= Task to complete =
In the material beneath, how many lines contain the word "sheet"? Give the count alone.

= Data for this exercise =
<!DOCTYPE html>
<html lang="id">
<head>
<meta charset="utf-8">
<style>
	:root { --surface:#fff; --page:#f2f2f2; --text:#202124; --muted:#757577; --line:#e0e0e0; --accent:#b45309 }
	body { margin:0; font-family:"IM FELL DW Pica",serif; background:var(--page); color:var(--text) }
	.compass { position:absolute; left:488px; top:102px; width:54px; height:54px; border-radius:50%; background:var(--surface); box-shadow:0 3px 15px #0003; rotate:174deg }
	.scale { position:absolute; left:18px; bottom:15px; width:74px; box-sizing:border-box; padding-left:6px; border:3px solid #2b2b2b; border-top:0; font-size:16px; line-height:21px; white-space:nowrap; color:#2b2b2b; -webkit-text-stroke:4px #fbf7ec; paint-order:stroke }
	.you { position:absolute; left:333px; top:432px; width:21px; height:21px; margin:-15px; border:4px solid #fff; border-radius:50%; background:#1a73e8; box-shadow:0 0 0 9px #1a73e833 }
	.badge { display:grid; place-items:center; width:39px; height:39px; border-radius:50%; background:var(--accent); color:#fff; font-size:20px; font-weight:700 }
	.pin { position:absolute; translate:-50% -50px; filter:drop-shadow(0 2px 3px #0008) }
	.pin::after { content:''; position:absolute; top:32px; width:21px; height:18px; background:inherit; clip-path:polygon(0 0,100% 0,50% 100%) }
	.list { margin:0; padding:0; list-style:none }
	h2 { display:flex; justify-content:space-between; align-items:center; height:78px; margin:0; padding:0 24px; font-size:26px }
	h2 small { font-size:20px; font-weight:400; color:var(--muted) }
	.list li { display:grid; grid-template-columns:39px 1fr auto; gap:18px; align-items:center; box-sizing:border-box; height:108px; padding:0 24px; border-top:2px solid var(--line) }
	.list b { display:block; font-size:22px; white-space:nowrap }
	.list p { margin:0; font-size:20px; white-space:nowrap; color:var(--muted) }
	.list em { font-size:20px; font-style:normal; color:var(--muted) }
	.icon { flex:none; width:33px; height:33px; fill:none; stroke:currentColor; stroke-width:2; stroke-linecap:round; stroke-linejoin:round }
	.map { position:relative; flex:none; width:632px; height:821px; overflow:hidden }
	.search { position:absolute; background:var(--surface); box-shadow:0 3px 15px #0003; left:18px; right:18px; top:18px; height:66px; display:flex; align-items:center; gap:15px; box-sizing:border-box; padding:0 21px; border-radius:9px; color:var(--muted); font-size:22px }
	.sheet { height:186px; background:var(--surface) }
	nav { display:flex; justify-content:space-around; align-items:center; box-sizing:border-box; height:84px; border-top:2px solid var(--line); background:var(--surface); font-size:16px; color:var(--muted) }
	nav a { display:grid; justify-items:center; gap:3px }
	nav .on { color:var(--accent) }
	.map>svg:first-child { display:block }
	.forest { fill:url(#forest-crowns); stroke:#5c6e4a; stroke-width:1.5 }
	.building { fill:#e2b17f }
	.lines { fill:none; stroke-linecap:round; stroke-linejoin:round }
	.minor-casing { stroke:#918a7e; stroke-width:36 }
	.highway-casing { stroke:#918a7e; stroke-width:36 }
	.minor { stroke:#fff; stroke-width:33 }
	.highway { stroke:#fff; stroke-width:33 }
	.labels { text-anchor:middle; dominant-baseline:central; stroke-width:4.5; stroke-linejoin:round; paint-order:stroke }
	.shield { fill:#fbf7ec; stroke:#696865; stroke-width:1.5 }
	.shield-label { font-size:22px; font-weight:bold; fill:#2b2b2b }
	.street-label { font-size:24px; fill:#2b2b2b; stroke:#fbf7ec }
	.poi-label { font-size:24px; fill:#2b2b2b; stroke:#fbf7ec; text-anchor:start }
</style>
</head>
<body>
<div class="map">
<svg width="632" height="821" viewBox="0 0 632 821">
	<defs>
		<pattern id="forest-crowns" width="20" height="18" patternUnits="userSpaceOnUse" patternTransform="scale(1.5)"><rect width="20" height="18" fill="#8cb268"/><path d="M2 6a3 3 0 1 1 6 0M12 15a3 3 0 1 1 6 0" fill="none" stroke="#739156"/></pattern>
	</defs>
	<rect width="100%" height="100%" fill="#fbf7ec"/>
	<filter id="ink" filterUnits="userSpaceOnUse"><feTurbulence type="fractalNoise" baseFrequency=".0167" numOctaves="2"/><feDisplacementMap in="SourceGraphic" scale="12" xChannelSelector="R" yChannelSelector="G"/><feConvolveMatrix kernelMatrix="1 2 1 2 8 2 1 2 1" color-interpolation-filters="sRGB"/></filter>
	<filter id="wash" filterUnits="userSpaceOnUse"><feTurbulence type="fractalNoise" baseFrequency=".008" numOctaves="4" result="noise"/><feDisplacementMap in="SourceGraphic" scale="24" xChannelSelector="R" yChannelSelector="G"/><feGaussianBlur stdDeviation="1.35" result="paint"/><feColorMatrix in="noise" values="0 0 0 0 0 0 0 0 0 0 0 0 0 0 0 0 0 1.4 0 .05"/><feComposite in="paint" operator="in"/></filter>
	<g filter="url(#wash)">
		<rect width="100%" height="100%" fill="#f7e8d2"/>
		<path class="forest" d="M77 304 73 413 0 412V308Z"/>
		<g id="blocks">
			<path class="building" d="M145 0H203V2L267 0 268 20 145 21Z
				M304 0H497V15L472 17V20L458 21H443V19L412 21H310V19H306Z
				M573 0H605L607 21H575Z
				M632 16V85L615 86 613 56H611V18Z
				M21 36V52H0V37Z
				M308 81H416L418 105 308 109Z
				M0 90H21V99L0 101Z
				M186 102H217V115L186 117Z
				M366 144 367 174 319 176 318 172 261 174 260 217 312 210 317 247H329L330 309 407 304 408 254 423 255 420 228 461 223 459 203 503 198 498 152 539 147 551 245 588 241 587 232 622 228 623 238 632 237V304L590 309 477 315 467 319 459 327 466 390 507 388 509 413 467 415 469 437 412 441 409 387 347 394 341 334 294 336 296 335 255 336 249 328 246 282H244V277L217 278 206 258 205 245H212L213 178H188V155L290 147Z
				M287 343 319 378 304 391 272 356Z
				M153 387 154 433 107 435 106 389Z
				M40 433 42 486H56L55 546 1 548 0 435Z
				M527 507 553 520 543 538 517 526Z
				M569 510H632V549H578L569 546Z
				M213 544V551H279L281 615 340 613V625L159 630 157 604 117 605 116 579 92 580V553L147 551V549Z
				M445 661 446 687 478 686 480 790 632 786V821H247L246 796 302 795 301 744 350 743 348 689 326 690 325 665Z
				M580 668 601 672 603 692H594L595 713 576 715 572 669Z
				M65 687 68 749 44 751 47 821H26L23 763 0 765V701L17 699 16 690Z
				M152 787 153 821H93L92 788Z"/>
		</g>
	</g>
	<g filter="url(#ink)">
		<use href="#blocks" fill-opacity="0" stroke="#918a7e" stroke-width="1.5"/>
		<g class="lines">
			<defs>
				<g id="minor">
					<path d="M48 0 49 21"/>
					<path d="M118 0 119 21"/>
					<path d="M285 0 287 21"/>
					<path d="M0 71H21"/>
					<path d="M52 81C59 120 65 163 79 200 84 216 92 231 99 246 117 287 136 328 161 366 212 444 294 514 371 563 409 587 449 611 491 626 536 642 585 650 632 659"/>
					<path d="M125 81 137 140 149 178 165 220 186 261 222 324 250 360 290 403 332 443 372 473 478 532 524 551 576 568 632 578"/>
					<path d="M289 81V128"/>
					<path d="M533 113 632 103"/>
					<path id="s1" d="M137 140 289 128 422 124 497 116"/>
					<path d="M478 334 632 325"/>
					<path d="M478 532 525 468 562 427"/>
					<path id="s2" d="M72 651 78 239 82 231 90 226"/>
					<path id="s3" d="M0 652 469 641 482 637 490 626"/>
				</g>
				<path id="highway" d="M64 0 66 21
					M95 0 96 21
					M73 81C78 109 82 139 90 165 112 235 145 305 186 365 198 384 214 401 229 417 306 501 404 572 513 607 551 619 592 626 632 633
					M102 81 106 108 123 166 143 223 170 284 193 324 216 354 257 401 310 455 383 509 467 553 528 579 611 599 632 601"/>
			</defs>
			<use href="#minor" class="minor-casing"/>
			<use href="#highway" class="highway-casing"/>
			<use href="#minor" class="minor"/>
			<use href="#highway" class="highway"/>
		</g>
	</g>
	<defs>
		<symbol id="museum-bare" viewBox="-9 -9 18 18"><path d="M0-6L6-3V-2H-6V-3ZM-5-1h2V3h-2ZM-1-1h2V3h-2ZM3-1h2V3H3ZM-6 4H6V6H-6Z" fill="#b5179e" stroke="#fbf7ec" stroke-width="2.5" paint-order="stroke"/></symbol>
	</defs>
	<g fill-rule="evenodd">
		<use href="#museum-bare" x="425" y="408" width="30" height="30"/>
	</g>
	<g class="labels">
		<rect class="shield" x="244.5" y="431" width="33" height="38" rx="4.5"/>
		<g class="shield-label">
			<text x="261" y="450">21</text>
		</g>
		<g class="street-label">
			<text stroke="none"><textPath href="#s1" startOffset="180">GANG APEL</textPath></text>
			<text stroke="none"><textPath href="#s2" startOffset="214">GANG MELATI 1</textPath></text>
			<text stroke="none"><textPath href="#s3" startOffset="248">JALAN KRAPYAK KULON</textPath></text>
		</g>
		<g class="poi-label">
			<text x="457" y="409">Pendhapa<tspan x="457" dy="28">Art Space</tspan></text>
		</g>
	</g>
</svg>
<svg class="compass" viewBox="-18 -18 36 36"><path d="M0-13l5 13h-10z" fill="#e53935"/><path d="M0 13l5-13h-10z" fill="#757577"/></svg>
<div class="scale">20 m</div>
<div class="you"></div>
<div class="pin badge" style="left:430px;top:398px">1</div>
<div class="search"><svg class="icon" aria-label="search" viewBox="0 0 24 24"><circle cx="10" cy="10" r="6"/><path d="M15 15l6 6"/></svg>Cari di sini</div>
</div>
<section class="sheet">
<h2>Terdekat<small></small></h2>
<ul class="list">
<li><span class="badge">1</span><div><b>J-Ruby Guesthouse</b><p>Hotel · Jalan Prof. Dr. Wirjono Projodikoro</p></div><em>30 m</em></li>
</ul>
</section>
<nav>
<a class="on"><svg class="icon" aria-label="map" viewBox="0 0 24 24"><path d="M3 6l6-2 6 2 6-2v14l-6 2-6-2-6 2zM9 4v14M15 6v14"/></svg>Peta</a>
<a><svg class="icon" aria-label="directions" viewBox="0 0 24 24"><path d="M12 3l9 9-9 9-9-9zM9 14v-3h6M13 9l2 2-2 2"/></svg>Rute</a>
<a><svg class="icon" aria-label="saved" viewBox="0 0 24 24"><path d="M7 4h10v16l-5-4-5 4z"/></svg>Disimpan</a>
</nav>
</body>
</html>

= Completed exercise =
2